CHEE Seminar: Ramya Kumar
Monday, December 4, 2023 – 3:00 p.m.
Ramya Kumar, PhD
Assistant Professor of Chemical Engineering
Colorado School of Mines
“Causal Machine Learning Reveals Payload Specific Polymer Design Criteria for pDNA and RNP Delivery”
Speech & Hearing Building, Room 205
Social Hour immediately following the seminar in Old Engineering 157 (Graduate Student Lounge) at 4:00 p.m.
ABSTRACT
To improve the affordability, safety and accessibility of therapeutic nucleic acids, we need to replace engineered viral vectors with synthetic materials. Owing to their exquisite tunability and precision, polymers have emerged as promising class of biomaterials that can resolve challenges impeding the clinical translation of gene editing platforms.
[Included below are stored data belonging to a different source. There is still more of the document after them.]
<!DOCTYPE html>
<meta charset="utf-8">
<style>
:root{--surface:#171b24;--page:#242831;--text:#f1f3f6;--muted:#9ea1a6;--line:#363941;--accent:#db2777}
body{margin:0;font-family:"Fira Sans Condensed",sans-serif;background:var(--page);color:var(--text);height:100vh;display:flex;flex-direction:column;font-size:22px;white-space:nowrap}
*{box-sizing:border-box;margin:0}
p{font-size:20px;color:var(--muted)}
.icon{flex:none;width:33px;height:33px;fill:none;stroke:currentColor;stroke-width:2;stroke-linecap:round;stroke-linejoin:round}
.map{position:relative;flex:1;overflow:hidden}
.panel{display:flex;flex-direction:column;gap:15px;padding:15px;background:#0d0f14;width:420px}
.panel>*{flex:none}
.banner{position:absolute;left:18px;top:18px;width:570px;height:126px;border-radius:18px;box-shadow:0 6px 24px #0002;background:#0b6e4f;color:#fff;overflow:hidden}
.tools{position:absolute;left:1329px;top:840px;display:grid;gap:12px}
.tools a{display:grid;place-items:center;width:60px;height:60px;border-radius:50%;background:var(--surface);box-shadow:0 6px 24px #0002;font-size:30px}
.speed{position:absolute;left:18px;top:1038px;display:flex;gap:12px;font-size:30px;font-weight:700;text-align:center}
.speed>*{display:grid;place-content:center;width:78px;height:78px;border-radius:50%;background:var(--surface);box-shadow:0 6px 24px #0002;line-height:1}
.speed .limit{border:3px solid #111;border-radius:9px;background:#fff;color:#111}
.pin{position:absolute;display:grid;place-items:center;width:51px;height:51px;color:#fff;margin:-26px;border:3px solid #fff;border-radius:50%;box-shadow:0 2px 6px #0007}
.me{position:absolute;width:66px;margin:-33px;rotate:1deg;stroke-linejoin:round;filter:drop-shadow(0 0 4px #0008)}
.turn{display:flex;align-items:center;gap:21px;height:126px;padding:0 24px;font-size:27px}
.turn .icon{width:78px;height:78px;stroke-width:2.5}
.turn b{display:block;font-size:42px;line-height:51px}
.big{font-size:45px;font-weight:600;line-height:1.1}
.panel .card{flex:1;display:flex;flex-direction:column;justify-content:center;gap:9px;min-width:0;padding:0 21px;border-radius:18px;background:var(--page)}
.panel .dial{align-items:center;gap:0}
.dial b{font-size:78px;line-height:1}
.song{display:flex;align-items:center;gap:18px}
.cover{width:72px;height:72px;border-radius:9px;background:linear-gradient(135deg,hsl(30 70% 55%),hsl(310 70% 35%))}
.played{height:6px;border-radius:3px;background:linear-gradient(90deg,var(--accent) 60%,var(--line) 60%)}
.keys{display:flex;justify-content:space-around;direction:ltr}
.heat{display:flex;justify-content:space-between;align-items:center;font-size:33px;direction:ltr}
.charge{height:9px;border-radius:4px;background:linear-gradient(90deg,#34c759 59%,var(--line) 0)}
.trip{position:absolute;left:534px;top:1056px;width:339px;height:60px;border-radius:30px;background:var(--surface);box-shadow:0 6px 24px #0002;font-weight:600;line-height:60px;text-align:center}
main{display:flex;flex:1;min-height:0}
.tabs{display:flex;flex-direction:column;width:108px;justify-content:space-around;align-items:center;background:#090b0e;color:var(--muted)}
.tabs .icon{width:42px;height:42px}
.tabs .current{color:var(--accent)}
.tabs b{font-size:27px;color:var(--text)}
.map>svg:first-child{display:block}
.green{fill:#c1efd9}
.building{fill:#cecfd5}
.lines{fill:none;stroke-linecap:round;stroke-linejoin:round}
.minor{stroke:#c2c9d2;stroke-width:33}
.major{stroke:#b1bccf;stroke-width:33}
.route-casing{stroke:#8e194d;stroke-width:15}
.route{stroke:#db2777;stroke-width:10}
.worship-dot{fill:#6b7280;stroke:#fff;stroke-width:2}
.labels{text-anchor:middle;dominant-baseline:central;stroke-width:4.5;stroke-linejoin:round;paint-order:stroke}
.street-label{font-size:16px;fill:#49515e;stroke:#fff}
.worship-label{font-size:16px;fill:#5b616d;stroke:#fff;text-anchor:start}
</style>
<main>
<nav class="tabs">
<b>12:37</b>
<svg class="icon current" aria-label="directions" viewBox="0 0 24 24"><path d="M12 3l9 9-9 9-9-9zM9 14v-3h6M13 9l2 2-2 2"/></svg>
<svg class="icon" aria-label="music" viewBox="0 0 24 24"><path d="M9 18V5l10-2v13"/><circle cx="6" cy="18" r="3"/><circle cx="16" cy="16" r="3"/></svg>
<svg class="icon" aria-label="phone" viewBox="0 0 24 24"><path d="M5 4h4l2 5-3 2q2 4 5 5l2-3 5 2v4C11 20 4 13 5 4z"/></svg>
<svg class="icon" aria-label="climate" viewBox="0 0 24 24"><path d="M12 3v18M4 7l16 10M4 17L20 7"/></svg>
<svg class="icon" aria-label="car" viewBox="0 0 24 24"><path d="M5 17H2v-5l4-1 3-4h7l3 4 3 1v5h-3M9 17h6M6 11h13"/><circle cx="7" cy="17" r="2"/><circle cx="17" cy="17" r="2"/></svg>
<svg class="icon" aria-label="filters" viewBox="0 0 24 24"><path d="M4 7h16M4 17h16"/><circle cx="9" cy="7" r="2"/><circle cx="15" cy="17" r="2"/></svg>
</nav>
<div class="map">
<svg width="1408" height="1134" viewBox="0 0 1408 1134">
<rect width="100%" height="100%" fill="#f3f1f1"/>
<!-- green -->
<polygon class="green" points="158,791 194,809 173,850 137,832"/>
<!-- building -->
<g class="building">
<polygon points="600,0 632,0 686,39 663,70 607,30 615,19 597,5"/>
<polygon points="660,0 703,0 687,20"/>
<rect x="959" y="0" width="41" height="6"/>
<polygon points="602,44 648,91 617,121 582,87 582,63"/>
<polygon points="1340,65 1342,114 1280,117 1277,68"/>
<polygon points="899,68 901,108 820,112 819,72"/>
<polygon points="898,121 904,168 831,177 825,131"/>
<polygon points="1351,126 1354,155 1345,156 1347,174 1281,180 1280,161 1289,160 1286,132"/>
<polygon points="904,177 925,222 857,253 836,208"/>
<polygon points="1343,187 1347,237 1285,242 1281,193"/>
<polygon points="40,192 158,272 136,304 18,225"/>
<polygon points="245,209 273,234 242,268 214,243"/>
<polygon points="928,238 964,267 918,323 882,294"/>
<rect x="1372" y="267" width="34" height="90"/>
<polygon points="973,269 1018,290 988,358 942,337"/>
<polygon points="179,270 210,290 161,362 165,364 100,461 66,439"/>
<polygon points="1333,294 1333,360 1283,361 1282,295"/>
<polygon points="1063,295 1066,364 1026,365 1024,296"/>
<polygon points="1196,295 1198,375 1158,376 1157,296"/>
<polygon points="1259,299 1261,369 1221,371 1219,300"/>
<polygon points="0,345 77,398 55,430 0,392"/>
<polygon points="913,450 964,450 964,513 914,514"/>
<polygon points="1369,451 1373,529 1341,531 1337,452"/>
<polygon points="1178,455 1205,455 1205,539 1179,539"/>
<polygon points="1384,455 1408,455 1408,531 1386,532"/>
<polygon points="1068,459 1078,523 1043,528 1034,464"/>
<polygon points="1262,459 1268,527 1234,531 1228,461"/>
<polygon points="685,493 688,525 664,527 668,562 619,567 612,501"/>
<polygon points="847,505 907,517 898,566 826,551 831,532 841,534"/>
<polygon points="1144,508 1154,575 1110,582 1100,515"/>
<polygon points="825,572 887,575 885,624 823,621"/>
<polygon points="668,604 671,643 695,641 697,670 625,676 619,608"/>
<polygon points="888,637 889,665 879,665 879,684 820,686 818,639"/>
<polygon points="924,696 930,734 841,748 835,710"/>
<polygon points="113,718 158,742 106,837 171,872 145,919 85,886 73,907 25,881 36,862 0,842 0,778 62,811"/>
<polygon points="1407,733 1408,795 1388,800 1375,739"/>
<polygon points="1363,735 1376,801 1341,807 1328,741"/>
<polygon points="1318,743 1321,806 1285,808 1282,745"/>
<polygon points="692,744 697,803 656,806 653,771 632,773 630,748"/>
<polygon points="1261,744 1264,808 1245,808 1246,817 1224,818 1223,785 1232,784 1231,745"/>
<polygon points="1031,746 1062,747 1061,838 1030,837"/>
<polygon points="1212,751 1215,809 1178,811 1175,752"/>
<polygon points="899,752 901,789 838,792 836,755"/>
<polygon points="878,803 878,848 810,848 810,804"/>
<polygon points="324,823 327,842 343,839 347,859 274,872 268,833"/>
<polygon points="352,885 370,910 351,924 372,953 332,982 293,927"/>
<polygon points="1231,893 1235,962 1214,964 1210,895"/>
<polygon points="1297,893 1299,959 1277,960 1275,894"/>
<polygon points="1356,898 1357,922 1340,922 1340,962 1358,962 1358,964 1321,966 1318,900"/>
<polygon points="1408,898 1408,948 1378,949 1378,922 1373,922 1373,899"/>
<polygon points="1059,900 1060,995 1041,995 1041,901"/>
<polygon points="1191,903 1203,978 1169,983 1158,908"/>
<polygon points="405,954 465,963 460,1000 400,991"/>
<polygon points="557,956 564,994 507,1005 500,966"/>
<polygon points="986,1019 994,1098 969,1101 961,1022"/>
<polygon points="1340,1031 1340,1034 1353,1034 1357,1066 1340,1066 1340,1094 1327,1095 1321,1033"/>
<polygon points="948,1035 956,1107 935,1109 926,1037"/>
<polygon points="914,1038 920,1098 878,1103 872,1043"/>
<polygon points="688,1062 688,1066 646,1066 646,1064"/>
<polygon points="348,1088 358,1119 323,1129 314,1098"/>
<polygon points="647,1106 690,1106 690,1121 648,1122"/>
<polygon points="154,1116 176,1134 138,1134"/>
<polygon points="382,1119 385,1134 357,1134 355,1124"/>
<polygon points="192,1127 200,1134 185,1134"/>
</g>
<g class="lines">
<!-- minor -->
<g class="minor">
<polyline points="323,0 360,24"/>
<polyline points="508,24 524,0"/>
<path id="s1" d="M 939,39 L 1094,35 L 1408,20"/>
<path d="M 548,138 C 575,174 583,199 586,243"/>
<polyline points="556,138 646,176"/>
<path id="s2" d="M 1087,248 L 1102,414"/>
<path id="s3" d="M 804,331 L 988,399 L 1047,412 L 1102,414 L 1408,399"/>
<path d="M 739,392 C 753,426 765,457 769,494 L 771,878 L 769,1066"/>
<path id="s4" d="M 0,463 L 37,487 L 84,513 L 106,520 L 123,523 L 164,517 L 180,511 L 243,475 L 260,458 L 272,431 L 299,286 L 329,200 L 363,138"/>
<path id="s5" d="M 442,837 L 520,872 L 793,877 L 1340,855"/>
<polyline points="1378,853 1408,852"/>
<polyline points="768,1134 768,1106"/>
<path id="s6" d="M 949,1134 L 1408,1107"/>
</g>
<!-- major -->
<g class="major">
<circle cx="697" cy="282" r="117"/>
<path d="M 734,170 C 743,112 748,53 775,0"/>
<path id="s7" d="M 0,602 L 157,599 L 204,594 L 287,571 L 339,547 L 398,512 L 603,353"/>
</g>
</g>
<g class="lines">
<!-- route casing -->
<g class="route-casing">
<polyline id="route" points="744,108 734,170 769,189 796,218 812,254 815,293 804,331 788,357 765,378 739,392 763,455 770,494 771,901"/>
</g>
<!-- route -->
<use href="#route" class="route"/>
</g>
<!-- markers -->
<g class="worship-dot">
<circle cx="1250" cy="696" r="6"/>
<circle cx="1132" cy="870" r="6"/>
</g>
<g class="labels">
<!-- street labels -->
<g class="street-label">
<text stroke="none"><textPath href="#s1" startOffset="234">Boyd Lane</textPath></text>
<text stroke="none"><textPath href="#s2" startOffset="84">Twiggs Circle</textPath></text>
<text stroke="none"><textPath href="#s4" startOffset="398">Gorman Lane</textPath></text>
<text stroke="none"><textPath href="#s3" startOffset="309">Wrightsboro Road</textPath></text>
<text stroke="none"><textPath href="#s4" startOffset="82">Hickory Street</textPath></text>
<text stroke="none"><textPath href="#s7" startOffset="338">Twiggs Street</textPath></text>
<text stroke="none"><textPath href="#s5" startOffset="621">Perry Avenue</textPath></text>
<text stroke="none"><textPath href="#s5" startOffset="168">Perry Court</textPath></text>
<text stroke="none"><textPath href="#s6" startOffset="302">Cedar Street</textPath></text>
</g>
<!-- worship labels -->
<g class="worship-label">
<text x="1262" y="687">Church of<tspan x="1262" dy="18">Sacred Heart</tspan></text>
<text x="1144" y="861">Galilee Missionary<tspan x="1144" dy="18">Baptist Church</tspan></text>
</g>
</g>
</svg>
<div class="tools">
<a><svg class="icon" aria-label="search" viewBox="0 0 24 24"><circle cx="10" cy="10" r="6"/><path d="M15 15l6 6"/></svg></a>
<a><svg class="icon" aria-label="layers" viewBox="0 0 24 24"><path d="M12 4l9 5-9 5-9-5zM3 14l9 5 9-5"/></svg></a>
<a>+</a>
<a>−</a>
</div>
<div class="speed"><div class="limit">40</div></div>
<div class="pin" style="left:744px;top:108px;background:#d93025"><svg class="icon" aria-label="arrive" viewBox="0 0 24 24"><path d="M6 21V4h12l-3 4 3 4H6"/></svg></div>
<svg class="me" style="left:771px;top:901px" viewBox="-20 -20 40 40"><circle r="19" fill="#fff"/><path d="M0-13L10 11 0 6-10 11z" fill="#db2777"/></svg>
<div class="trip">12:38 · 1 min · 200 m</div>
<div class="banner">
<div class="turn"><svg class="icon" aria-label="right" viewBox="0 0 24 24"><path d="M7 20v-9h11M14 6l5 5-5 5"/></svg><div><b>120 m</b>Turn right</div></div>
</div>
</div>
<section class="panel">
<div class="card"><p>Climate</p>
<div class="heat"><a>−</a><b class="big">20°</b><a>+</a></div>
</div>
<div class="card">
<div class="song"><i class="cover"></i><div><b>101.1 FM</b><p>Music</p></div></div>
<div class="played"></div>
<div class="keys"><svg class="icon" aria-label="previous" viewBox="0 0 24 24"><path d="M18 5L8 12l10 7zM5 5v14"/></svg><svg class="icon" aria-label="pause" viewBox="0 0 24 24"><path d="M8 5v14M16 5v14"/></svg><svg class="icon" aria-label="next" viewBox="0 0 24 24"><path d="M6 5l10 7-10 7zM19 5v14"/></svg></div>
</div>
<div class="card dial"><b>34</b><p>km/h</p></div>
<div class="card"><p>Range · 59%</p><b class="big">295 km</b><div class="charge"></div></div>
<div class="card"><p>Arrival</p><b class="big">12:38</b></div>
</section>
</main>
However, our ability to rapidly realize targeted polymer properties for specific therapeutic goals is handicapped by intractably vast polymer design spaces. Consequently, polymeric vector development has been plagued by inefficient trial-and-error based approaches and low discovery rates. Here, I will present an information-driven workflow for polymeric vector discovery that (1) accelerated the discovery of a highly efficient polymeric vehicle for genome editing payloads, that outperformed four state-of-the-art commercial transfection reagent (2) identified payload-specific structure-function relationships correlating polymer attributes to cellular toxicity, editing efficiency and payload uptake, informing the synthesis of subsequent polymer libraries. To reveal the physicochemical drivers of gene delivery performance, SHapley Additive exPlanations (SHAP) were computed for nine polyplex features, and a causal model evaluated the average treatment effect of the most important features selected by SHAP. Our machine learning interpretability and causal inference approach derives structure–function relationships underlying delivery efficiency, polyplex uptake, and cellular viability and probes the overlap in polymer design criteria between RNP and pDNA payloads. While pDNA delivery demands careful tuning of polycation protonation equilibria while RNP payloads are delivered most efficaciously by polymers that deprotonate cooperatively via hydrophobic interactions. These payload-specific design guidelines will inform further design of bespoke polymers for specific therapeutic contexts. The union of combinatorial polymer design, parallelized experimentation, and machine learning can be leveraged to establish a powerful polymer discovery pipeline. The workflow discussed herein demonstrates the possibility of translating statistically derived polymer design principles to therapeutically useful materials.
BIOSKETCH
Dr. Ramya Kumar obtained her BE (Hons.) in chemical engineering from BITS Pilani, India, and her Ph.D. in chemical engineering at the University of Michigan, Ann Arbor. At Michigan, she received a Rackham Predoctoral fellowship, the Procter & Gamble Team Innovation award, and the Richard & Eleanor Towner Prize for creative and innovative teaching. Kumar is also an ACS PMSE Future Faculty awardee. She completed her postdoctoral training at the University of Minnesota, Twin Cities where she developed materiomics workflows to accelerate polymeric vector. In January 2022, Kumar began her independent career as an assistant professor in the Department of Chemical Engineering at the Colorado School of Mines. Her lab applies controlled radical polymerization, surface-initiated polymerization, and statistical modeling to develop novel biomaterials. At Mines, her group’s research is funded by the National Institutes of Health through an R21 award and by the National Science Foundation (through the GRF).